A general view of the Yazidi refugee camp in Mount Sinjar, Iraq February 4, 2019. (REUTERS/Khalid al-Mousil); A general view of a Yazidi refugee camp on Mount Sinjar in December 2015. (Seth J. Frantzman)
In 2019 it appears basically the same. People still live in tents, some of them reinforced over the years. Other tents have become shacks. Life appears still miserable and lacking all basic services. Yet this area has been liberated for years. ISIS was removed from the plains below between 2015 and 2017. And yet despite investment pouring in to some other areas, such as Mosul, there seems to be no investment for Sinjar.
A Yazidi woman holds her baby at a refugee camp in Mount Sinjar, Iraq February 4, 2019. (REUTERS/Khalid al-Mousily); A tent used by Yazidis displaced from Sinjar in December 2015. (Seth J. Frantzman)

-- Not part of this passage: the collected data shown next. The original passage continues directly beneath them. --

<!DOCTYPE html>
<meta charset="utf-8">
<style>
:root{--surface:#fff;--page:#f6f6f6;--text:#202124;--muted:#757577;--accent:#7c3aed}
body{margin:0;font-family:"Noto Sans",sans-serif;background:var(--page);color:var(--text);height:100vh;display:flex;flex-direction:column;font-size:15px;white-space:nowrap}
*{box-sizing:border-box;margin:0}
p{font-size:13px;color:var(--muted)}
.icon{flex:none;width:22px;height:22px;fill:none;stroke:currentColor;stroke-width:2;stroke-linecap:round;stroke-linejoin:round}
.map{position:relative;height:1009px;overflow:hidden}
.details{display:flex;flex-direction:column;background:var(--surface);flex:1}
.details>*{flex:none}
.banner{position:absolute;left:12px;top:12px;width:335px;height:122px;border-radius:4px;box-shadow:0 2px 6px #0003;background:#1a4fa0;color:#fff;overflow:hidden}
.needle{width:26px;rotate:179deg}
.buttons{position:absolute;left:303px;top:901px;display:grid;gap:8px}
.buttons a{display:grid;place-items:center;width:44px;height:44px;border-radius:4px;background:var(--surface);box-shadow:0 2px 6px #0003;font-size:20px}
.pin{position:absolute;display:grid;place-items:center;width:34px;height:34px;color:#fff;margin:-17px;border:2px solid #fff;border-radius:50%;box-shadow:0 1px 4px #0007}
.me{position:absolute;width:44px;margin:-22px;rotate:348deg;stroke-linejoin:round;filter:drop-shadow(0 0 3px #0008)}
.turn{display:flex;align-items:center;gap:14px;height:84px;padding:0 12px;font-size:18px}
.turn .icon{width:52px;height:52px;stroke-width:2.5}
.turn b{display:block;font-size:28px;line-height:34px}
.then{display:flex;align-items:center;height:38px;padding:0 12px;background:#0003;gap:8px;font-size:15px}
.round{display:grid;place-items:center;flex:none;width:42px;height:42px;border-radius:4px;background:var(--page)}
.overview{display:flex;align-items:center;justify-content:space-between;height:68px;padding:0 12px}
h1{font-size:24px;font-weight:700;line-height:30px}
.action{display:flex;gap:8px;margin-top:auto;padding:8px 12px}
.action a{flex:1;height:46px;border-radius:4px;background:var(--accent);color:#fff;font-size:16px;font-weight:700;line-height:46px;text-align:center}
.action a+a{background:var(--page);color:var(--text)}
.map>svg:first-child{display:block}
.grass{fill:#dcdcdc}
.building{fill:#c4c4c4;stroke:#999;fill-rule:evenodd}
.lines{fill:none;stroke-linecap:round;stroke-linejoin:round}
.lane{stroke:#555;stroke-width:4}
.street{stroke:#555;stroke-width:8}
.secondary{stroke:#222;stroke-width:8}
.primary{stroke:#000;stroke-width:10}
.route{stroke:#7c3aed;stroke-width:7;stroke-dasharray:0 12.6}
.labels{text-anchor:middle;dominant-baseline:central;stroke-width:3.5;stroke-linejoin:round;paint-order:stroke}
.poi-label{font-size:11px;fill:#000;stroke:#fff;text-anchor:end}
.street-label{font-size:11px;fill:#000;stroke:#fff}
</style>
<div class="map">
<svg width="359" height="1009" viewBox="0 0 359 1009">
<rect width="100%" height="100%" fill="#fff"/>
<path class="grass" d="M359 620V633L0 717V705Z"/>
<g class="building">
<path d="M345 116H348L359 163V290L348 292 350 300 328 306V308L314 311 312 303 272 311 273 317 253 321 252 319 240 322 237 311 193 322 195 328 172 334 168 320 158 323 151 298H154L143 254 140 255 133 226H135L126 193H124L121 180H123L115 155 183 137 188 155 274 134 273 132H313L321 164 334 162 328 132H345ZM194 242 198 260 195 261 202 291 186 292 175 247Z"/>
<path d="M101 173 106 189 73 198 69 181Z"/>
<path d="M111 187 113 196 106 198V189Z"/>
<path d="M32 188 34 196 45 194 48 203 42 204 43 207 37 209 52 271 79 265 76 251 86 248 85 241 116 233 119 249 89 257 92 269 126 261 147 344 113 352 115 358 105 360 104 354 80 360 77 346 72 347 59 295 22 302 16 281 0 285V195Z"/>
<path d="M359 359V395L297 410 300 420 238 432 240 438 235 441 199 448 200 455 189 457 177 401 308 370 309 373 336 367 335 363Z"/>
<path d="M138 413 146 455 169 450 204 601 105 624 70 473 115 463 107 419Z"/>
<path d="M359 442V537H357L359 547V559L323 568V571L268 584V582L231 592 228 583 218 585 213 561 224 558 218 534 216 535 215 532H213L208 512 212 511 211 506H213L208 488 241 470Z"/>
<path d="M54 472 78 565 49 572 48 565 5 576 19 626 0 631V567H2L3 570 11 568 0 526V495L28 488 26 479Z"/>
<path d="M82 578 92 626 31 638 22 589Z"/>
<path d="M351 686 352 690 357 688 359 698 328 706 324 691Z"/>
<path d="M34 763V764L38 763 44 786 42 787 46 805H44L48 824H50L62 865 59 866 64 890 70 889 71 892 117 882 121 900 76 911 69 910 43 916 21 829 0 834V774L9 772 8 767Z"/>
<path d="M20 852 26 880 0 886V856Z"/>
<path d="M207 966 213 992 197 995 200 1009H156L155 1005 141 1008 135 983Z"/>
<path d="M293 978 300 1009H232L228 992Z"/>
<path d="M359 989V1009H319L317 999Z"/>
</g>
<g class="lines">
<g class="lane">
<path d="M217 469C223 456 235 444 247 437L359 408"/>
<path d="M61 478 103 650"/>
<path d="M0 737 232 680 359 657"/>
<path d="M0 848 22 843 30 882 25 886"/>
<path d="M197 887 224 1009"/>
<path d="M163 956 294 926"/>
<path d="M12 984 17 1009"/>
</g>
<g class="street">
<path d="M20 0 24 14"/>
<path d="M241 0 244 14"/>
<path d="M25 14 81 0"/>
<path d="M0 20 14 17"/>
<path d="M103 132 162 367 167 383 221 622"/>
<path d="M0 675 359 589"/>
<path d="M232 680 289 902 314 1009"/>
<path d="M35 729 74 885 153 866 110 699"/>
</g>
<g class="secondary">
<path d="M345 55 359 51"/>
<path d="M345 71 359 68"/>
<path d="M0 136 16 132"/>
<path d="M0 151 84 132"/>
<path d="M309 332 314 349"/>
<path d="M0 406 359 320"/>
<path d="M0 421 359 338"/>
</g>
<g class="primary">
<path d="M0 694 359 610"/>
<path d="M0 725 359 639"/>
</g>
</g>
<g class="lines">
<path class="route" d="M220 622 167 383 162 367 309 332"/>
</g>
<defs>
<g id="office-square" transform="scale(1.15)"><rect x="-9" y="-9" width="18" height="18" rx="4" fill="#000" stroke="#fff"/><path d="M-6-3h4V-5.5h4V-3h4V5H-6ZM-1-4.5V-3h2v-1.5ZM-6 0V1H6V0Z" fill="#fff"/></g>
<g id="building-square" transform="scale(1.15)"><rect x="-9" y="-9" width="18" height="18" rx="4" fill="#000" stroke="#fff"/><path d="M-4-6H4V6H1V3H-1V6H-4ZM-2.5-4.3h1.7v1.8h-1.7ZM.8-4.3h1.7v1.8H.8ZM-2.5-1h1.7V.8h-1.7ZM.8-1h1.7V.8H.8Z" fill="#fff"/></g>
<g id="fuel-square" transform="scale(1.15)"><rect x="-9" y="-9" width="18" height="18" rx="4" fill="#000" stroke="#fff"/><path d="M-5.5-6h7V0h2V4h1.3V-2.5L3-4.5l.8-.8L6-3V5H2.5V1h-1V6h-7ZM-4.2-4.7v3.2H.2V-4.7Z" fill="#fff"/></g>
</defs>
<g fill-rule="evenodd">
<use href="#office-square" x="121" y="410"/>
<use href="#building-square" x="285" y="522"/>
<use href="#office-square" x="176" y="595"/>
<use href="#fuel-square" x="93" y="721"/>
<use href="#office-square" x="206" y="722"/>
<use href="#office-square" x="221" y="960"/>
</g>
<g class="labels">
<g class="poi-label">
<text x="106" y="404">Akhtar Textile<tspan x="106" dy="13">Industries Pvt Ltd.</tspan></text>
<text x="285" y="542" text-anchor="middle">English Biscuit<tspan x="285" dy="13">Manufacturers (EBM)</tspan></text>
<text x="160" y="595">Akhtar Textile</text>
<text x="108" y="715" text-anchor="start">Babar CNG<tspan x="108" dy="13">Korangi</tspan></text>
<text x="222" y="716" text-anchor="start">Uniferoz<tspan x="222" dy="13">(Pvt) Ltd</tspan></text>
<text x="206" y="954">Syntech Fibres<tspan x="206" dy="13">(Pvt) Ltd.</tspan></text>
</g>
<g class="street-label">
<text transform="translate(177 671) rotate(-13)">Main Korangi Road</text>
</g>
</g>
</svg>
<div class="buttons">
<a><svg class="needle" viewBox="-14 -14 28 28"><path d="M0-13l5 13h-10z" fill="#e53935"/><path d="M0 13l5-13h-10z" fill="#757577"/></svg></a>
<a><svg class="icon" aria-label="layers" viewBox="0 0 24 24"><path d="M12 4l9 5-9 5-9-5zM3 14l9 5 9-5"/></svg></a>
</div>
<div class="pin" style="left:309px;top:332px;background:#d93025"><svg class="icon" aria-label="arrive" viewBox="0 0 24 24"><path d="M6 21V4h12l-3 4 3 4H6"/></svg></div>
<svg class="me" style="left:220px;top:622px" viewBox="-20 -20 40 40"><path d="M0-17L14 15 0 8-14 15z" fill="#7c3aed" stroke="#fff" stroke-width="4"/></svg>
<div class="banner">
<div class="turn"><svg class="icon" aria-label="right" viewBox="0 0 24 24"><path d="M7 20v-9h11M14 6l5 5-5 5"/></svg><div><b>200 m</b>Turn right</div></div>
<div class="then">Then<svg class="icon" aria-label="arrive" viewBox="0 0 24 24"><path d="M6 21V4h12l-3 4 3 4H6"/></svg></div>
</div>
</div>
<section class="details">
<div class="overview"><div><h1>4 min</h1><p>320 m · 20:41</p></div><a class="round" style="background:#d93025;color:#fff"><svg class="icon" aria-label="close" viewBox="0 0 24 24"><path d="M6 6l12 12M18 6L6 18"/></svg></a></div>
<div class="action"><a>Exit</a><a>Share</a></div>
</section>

The story of Sinjar is symbolic of the war against ISIS more broadly. While the war has largely been won, there is little interest by the international community in winning the peace. Although the Coalition talks about "stabilization" in its meetings, such as the recent one in Washington on February 6, there is little concrete discussion about investing in places like Sinjar. The US involvement in the war against ISIS began when news of the ISIS genocide in Sinjar reached Washington. "I believe the United States of America cannot turn a blind eye. We can act, carefully and responsibly to prevent a potential act of genocide. That's what we're doing on that mountain," US President Barack Obama said on August 7, 2014. The scenes of people dying on Mount Sinjar and ISIS crimes motivated the first airstrikes and humanitarian aid. But years later much of that interest in Sinjar has gone.
The photos from this month are proof of that.
Seth Frantzman is The Jerusalem Post's op-ed editor, a Writing Fellow at the Middle East Forum, and a founder of the Middle East Center for Reporting and Analysis.